20030059692, Mar 27, 2003
Samuel Pearlman - Lancaster PA,
Robert Kreider - Lancaster PA,
Richard LaPeruta - Lititz PA,
430/025000, 430/024000, 430/026000
A method of manufacturing a luminescent screen assembly, having a light-absorbing matrix with a plurality of substantially equally-sized openings therein, on an inner surface of a faceplate panel of a cathode-ray tube (CRT) is provided. The tube has a color selection electrode spaced from the inner surface of the faceplate panel in which the color selection electrode has a plurality of strands interleaved with slots. The method includes the steps of providing a first photoresist layer, whose solubility is altered when exposed to light, such that greater dosages of light reduce the solubility thereof. The first photoresist layer is applied to the inner surface of the faceplate panel. The first photoresist layer is exposed to light from a light source, located relative to a central source position, as well as two symmetrical source positions relative to the central source position.

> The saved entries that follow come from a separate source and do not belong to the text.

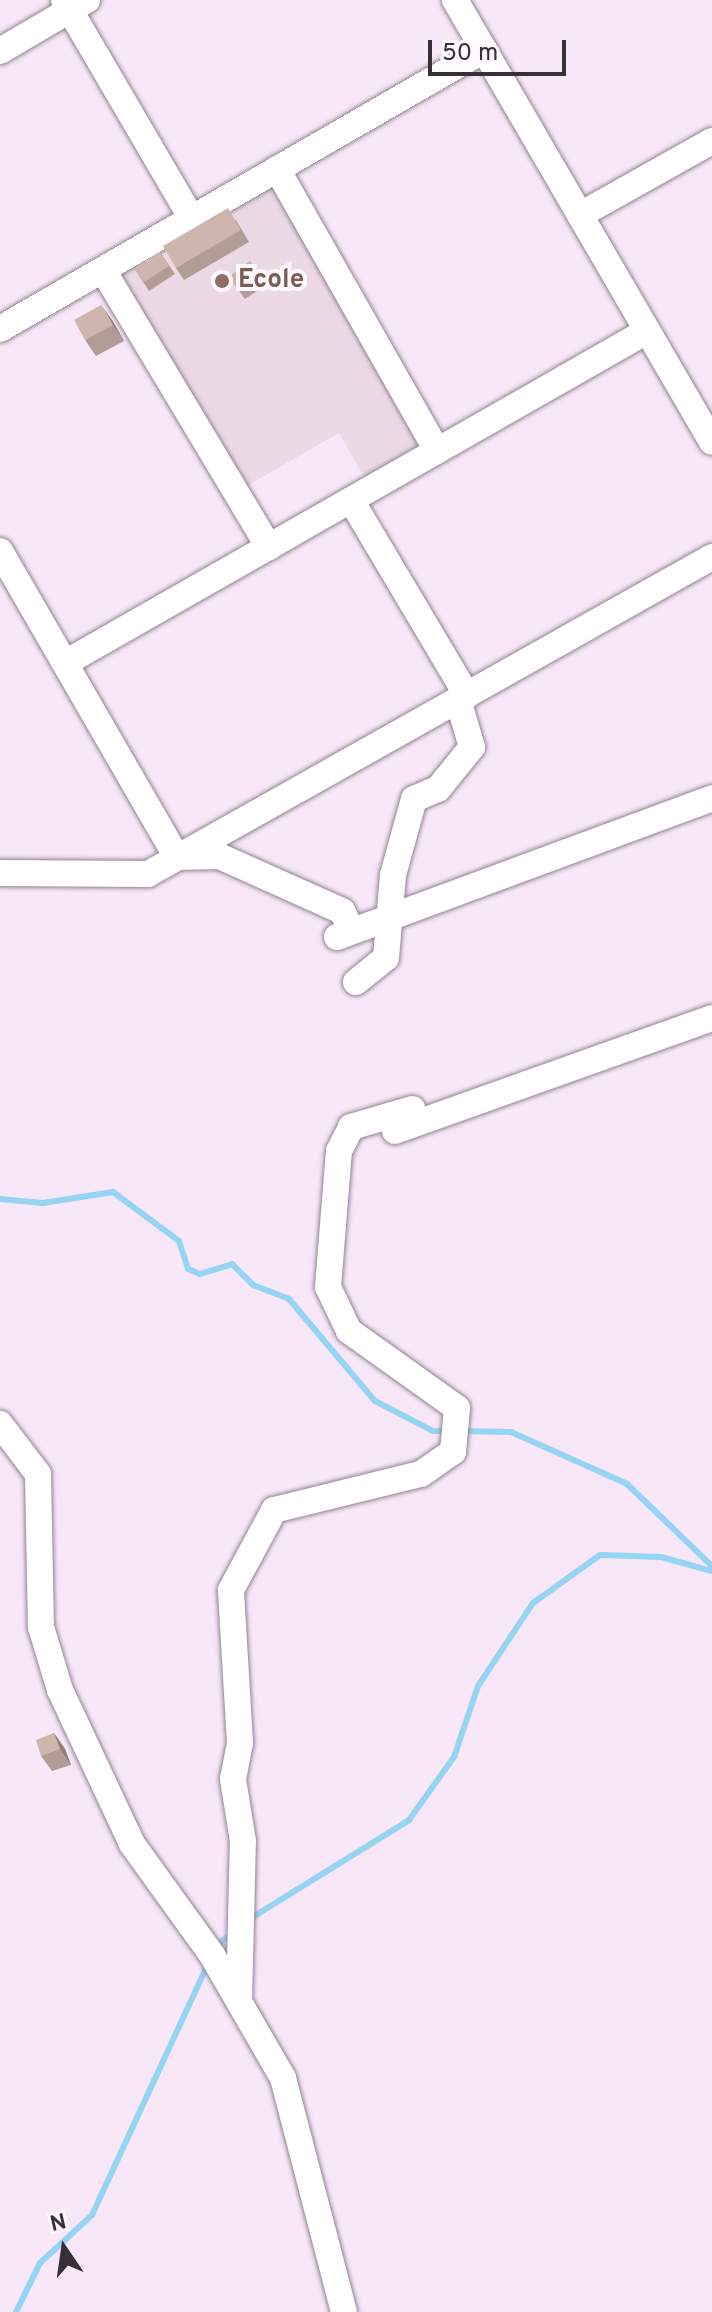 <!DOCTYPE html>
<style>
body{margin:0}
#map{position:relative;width:712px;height:2312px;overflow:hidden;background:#f7e7f8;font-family:Overpass,sans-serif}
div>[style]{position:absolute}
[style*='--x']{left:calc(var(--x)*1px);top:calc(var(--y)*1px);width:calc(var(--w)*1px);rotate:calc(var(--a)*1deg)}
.education>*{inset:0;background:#edd9e6}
.stream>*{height:6px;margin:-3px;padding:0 3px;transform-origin:3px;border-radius:3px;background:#95d5f3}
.roads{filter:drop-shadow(0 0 2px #928393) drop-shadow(0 0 2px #928393)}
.minor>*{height:26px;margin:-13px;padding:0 13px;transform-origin:13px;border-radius:13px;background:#fff}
.wall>*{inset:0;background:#b19d96}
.shaded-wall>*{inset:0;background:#907f7a}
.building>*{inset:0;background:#ceb6af}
.dots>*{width:22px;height:22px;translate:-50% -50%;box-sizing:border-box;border:4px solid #fef8fe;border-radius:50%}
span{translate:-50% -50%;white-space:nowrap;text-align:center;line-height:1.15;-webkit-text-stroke:8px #fef8fe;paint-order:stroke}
.education-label{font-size:26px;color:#785e54;font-weight:700}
.left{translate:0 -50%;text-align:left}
.north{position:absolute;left:24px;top:2208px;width:80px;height:80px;-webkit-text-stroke:6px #fef8fe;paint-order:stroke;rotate:347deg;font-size:22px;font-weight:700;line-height:32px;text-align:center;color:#362f36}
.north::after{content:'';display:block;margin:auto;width:28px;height:36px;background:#362f36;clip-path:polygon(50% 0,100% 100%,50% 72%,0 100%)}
.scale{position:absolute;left:428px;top:40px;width:138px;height:36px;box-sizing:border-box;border:4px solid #362f36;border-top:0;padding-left:10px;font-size:24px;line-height:28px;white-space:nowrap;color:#362f36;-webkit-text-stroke:6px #fef8fe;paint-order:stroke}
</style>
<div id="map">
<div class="education">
<div style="clip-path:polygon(277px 169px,437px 451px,371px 489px,339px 433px,236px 492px,103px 270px)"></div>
</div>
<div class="stream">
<div style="--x:0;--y:1199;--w:43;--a:5.3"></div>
<div style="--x:43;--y:1203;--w:71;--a:-8.9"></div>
<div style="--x:113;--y:1192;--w:82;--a:36.6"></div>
<div style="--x:179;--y:1241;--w:29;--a:72"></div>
<div style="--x:188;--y:1269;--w:13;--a:23"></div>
<div style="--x:200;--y:1274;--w:34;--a:-17"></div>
<div style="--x:232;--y:1264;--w:30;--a:45"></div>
<div style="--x:253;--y:1285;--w:39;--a:21"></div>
<div style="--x:289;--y:1299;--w:133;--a:49.9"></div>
<div style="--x:375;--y:1401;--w:65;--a:27.3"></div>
<div style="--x:433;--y:1431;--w:17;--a:0"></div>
<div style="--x:461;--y:1431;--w:50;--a:1.1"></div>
<div style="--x:511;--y:1432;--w:127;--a:24.1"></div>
<div style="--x:627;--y:1484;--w:118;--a:44"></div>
<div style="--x:248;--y:1920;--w:190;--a:-31.8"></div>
<div style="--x:409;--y:1820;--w:77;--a:-54.5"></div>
<div style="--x:454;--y:1757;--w:75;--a:-71.3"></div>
<div style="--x:478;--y:1686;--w:100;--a:-56.5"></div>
<div style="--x:533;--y:1603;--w:82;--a:-35.6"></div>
<div style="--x:600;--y:1555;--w:61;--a:1.9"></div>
<div style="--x:661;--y:1557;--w:53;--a:15.4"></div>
<div style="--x:215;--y:1948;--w:25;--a:-43"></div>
<div style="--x:16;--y:2312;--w:55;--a:-63.9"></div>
<div style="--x:40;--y:2263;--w:71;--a:-42.7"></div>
<div style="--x:92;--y:2215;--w:274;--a:-65.2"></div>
</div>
<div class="roads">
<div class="minor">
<div style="--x:64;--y:0;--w:254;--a:59.7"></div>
<div style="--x:455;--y:0;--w:511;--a:59.82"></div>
<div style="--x:0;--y:51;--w:101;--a:-30.4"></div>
<div style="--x:277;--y:169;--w:324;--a:60.4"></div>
<div style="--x:580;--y:215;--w:151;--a:-29.3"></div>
<div style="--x:103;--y:270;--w:323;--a:59.1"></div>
<div style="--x:0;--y:329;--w:559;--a:-29.96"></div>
<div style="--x:351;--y:500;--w:227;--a:59.3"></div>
<div style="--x:0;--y:551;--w:354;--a:60"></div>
<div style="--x:177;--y:857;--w:42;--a:-1.4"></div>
<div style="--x:219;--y:856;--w:135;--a:24.1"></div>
<div style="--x:342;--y:911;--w:22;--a:63"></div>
<div style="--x:65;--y:663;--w:670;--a:-29.7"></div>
<div style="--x:0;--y:873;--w:148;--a:0.4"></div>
<div style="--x:148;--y:874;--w:647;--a:-29.34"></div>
<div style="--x:337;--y:937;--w:400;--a:-20.3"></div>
<div style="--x:356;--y:982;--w:38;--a:-39"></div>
<div style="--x:386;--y:958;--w:83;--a:-85.2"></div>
<div style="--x:393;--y:875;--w:79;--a:-74.6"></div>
<div style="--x:414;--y:799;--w:26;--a:-23"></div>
<div style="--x:438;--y:789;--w:54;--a:-51"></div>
<div style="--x:472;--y:747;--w:49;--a:-106.6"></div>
<div style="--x:395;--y:1131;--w:337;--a:-19.6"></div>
<div style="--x:0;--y:1424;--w:63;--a:52.8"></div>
<div style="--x:38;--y:1474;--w:153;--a:88.9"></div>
<div style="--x:41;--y:1627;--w:66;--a:73.2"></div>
<div style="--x:60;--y:1690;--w:170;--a:64.9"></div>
<div style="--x:132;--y:1844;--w:137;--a:54.2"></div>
<div style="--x:212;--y:1955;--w:142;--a:60"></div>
<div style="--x:283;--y:2078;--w:242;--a:75.4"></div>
<div style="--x:239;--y:2001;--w:160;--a:-88.6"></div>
<div style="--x:243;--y:1841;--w:63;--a:-99.2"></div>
<div style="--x:233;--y:1779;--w:37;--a:-79"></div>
<div style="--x:240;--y:1743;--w:153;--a:-93.4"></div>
<div style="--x:231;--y:1590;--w:91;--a:-61.7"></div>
<div style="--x:274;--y:1510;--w:151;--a:-13.8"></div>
<div style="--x:421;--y:1474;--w:39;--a:-35"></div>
<div style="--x:453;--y:1452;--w:44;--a:-84.8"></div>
<div style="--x:457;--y:1408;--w:133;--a:-144.5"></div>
<div style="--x:349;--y:1331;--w:49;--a:-115.5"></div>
<div style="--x:328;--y:1287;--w:136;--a:-85.4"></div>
<div style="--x:339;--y:1151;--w:27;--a:-63"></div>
<div style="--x:351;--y:1127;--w:64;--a:-16.4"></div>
</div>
</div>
<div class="wall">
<div style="clip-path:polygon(236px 220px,249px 242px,184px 280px,176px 268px)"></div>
<div style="clip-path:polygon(160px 252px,175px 274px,149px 291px,134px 268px)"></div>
<div style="clip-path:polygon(250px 261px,267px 284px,245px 299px,229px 277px)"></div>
<div style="clip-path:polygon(112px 320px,124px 341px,96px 356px,85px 340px)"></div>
<div style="clip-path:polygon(54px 1733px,65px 1749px,71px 1765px,52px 1771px,41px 1756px)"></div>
</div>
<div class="shaded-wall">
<div style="clip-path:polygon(101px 305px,112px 320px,124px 341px,113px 325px)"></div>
<div style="clip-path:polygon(54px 1733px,65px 1749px,71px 1765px,60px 1749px)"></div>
</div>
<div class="building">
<div style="clip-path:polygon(228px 208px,241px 230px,176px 268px,163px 246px)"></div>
<div style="clip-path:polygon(160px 252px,169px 266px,144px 282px,134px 268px)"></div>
<div style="clip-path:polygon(250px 261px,261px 275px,239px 291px,229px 277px)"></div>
<div style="clip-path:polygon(101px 305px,113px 325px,85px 340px,74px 320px)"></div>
<div style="clip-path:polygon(54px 1733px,60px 1749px,41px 1756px,36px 1740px)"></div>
</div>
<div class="dots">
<div style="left:222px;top:281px;background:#8d6e63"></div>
</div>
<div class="education-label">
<span class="left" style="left:238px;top:281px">Ecole</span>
</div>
<div class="north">N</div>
<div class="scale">50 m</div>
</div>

The exposure selectively alters the solubility of the illuminated areas of the first photoresist layer to produce therein regions with greater solubility and regions of lesser solubility. The regions of greater solubility are subsequently removed to uncover areas of the inner surface of the faceplate panel, while retaining the regions of lesser solubility. The inner surface of the faceplate panel and the retained regions are then overcoated with a light-absorbing material. Thereafter, the retained regions of the first photoresist layer and the light-absorbing material thereon are removed, uncovering portions of the faceplate panel and defining first guardbands of light-absorbing material on the inner surface of the faceplate panel. This photolithographic process is repeated with a second photoresist layer and a third photoresist layer to define second guardbands of light-absorbing material and third guardbands of light-absorbing material, respectively. However, the light source positions for the second photoresist layer and the third photoresist layer are located at asymmetric positions relative to the central source position.